The defeat of the Allies in France in 1940 had two major causes: atrocious bad luck, and the treachery of Adolf Hitler. The Germans, for example, could not have unhinged the Allied defence without perpetrating a dishonourable sneak attack on Belgium. And the death of one of France's most capable generals in a car accident had nothing to do with the Maginot line, or with Allied strategy generally. But, when evaluating the prospect of a strategic defence, we have to ask whether the French would have resisted better if they had not expected an impregnable wall to safeguard them.
This naturally raises the question: how would the American public react to a sudden devastating demonstration of the limitations of their defences? It does not require an overwhelming pessimism about Americans, or indeed about human nature, to believe that if the United States had to face a homicidally insane enemy, Americans would do better if they accepted their vulnerability and the inevitability of some, perhaps terrible, sacrifices for freedom.

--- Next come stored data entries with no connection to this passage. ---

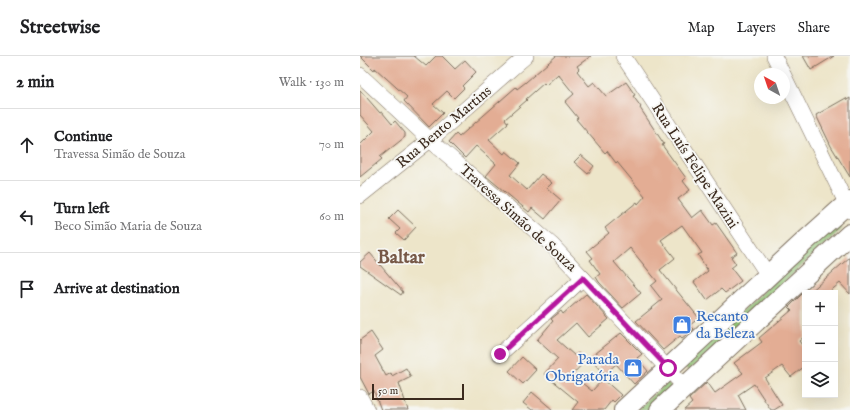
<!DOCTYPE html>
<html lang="en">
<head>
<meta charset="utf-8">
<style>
	:root { --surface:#fff; --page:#f6f6f6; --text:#202124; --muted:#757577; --line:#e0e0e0 }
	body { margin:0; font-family:"IM FELL English",serif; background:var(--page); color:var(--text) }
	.controls { position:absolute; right:12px; bottom:12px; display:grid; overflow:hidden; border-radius:0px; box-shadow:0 4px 16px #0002 }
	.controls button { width:36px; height:36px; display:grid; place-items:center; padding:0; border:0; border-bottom:1px solid var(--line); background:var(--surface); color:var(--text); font:20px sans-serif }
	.compass { position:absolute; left:394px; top:12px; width:36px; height:36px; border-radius:50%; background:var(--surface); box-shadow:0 4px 16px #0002; rotate:320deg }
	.scale { position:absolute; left:12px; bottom:10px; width:92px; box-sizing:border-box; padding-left:4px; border:2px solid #3b2a1e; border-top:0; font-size:11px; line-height:14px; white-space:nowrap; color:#3b2a1e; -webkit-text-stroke:3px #f6f6f2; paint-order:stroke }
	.stop { position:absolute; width:12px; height:12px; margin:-9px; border:3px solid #b5179e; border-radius:50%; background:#fff }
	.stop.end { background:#b5179e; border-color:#fff; box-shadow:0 1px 4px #0008 }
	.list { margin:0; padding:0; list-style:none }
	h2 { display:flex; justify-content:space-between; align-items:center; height:52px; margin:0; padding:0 16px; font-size:17px }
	h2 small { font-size:13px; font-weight:400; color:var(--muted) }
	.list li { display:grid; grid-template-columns:26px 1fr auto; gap:12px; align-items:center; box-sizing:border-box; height:72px; padding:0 16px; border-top:1px solid var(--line) }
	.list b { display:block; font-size:15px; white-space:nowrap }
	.list p { margin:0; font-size:13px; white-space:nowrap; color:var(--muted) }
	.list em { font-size:13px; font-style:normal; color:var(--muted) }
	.icon { flex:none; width:22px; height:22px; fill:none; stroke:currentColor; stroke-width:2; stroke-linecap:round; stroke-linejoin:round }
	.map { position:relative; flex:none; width:490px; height:354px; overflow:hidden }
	header { display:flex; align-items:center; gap:24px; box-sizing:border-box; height:56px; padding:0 20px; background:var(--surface); border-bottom:1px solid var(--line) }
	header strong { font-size:19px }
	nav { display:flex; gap:22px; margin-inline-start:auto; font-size:14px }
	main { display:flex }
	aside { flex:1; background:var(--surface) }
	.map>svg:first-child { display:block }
</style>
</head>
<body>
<header>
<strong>Streetwise</strong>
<nav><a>Map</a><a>Layers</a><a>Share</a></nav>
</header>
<main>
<aside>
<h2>2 min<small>Walk · 130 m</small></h2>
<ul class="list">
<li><svg class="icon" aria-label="ahead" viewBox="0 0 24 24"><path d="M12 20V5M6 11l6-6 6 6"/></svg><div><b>Continue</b><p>Travessa Simão de Souza</p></div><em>70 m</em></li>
<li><svg class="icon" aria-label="left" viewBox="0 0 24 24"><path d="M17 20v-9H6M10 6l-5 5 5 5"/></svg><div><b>Turn left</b><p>Beco Simão Maria de Souza</p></div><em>60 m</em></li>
<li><svg class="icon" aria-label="arrive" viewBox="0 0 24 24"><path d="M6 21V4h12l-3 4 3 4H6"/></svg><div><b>Arrive at destination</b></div></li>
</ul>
</aside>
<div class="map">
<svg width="490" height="354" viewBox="0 0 490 354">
	<rect width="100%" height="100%" fill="#f6f6f2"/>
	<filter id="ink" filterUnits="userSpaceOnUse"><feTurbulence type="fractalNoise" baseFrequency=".025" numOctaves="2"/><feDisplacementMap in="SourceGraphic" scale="8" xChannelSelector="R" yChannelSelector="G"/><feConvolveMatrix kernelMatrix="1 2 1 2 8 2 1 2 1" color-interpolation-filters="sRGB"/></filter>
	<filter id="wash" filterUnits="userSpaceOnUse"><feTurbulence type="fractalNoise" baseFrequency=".012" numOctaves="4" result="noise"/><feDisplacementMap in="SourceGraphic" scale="16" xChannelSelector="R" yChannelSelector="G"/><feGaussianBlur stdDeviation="0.9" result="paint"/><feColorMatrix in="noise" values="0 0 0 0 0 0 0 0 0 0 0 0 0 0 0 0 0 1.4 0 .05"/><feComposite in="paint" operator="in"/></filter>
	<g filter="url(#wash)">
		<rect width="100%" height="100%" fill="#ede5c9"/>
		<g fill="#90c475" stroke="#66774a">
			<path d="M476 167 481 173 329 315 324 310Z"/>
			<path d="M307 326 312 332 289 354H277Z"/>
		</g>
		<g id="blocks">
			<g fill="#e3ad94">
				<path d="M0 0H54L66 10 76 0H82L95 13 105 4 116 16 102 30 104 32 94 42 87 35 73 48 83 57 69 71 44 45 47 41 15 12 14 14Z"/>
				<path d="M196 0H231L217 10 219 13 217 15 229 30 234 26 246 40 266 26 275 39 273 40 281 51 280 52 304 88 302 89 326 122 323 125 330 134 318 143 332 162 342 154 353 169 356 167 377 197 371 201 376 208 371 212 381 225 365 237 361 233 347 244 334 226 348 215 338 199 342 197 322 169 301 184 315 202 300 214 339 262 330 269 334 273 322 282 320 280 303 294 276 265 302 244 291 230 297 225 270 192 254 206 281 237 263 252 239 226 236 221 240 218 230 204 233 202 227 195 249 177 245 172 277 146 278 148 285 140 257 106 256 107 247 95 245 97 216 63 218 62 205 46 214 38 198 18 186 29 184 27 166 43 167 44 145 63 148 67 129 84 144 98 146 95 160 107 150 119 167 134 181 118 192 127 187 132 201 144 185 163 172 152 169 156 126 120 136 108 116 90 105 102 89 86 96 78 99 81 156 31 157 33 166 26Z"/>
				<path d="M443 0H474L451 14Z"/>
				<path d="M0 34 20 57 22 56 32 68 35 65 45 77V81L20 101 22 103 0 121V89L14 75 0 59Z"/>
				<path d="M486 42 487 44 490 42V121L471 90 456 59Z"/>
				<path d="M221 99 234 110 228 118 214 106Z"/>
				<path d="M38 154 56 171 44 184 36 177 40 173 29 163Z"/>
				<path d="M10 197 43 236 41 239 0 210V206Z"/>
				<path d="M490 201V238L480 227 468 237H449Z"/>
				<path d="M443 237 445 240V280L439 285 445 293V310L431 321 422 310 405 322 422 349 414 354H411L394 328 378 339 386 354H324L332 347 329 343 347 326 355 337 383 317 374 307 402 286 399 282 432 254 429 251Z"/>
				<path d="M226 238 249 263 228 281 216 267 197 284 215 300 218 297 226 304 212 319 232 335 243 323 261 339 254 346 252 344 244 354H212L218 346 184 318 198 303 177 284 193 265 191 263 201 255 203 258Z"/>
				<path d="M11 276 23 294 15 300 26 320 31 317 32 320 46 312 51 321 39 327 48 354H21L14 335 9 338 0 321V284Z"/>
				<path d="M261 277 282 298 277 302 288 315 274 328 256 308 245 318 230 302Z"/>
				<path d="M162 301 176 314 163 328 149 315Z"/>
				<path d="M172 336 193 354H172L163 347Z"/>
			</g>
		</g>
	</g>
	<g filter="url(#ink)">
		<use href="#blocks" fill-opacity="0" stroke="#796b5a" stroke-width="1"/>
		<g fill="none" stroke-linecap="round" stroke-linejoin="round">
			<g stroke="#796b5a" stroke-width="16">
				<g id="minor">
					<path d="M263 0 408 219"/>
					<path d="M414 0 423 18"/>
					<path d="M0 19 70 84 192 189 325 331"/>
					<path d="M424 20 490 155"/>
					<path d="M0 140 70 84 166 0"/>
					<path d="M140 298 223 222"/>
					<path d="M0 341 7 354"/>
				</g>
			</g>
			<g stroke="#796b5a" stroke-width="22">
				<g id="major">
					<path d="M264 354 443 187 490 145"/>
					<path d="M300 354 490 178"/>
				</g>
			</g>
			<use href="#minor" stroke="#fff" stroke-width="15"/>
			<use href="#major" stroke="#fff" stroke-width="20"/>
		</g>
	</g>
	<g fill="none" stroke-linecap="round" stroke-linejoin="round" filter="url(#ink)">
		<path stroke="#b5179e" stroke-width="5" d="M140 298 223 222 308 312"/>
	</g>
	<defs>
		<g id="shop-square" transform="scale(1)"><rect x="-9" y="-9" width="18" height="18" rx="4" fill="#3f7fe0" stroke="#f6f6f2"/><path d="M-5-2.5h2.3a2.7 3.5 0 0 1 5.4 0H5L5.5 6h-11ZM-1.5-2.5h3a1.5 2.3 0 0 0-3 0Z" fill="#fff"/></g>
	</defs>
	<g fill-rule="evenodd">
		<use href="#shop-square" x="322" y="269"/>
		<use href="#shop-square" x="273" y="312"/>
	</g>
	<g text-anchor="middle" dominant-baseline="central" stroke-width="3.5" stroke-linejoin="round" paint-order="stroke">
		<g font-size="15" fill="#3b2a1e" stroke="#f6f6f2">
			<text transform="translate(84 71) rotate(-40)">Rua Bento Martins</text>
			<text transform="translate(335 110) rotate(57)">Rua Luís Felipe Mazini</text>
			<text transform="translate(158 162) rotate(42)">Travessa Simão de Souza</text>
		</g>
		<g font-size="15" fill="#366cbe" stroke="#f6f6f2" text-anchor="start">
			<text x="336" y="260">Recanto<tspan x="336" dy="17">da Beleza</tspan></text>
			<text x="259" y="303" text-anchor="end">Parada<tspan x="259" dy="17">Obrigatória</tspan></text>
		</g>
		<g font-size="19" font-weight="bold" fill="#765847" stroke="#f6f6f2">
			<text x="41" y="202">Baltar</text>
		</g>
	</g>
</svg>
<div class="controls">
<button>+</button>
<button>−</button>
<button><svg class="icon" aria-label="layers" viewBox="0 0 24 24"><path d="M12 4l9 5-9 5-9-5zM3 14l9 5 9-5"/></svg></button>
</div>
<svg class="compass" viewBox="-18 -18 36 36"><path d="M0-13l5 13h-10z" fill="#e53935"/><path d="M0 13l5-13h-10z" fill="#757577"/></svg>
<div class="scale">50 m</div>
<div class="stop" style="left:308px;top:312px"></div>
<div class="stop end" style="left:140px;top:298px"></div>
</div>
</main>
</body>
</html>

Of course, Canadians should ask these questions as concerned allies of the United States. Assuming the Americans answer them, or at least feel they have answers, what should the Canadian government do? American proponents of national missile defence have strongly urged the Canadian and British governments to support the initiative.
The Canadian government policy I would like to see would start with respect for American democracy. The American people will end up paying the vast majority of the cost of this system; the Canadian government should not lend support to anyone who wants to tell American legislators how to spend the taxpayer's money.
Some of the people who suggest Canada should endorse the plan for missile defence offer Canadians a free ride, suggesting the Canadian government needs only to say yes, not to help pay for the system. Canada has never needed a free ride on defence, and Canadians should not expect one now. Canadians have contributed to common defence policies in the past, and we should expect to continue. By the same token, we should reject imprudent, ineffective, or unjust defence proposals. In this case, the Canadian government should endorse and participate fully in a missile defence scheme if its proponents can show it will work, if it does not act as a substitute for more just and prudent measures, and if the American government ratifies the most important of these measures, the comprehensive test ban treaty.
Finally, if the Canadian government chooses to support a ballistic missile defence, Canadians should help to construct it. The Canadian government has never asked for a "free ride" on defence, and we should not do so now. Canadians have some expertise on remote sensing. If the Canadian government endorses an American ballistic missile defence program, we should offer this expertise to back up our endorsement.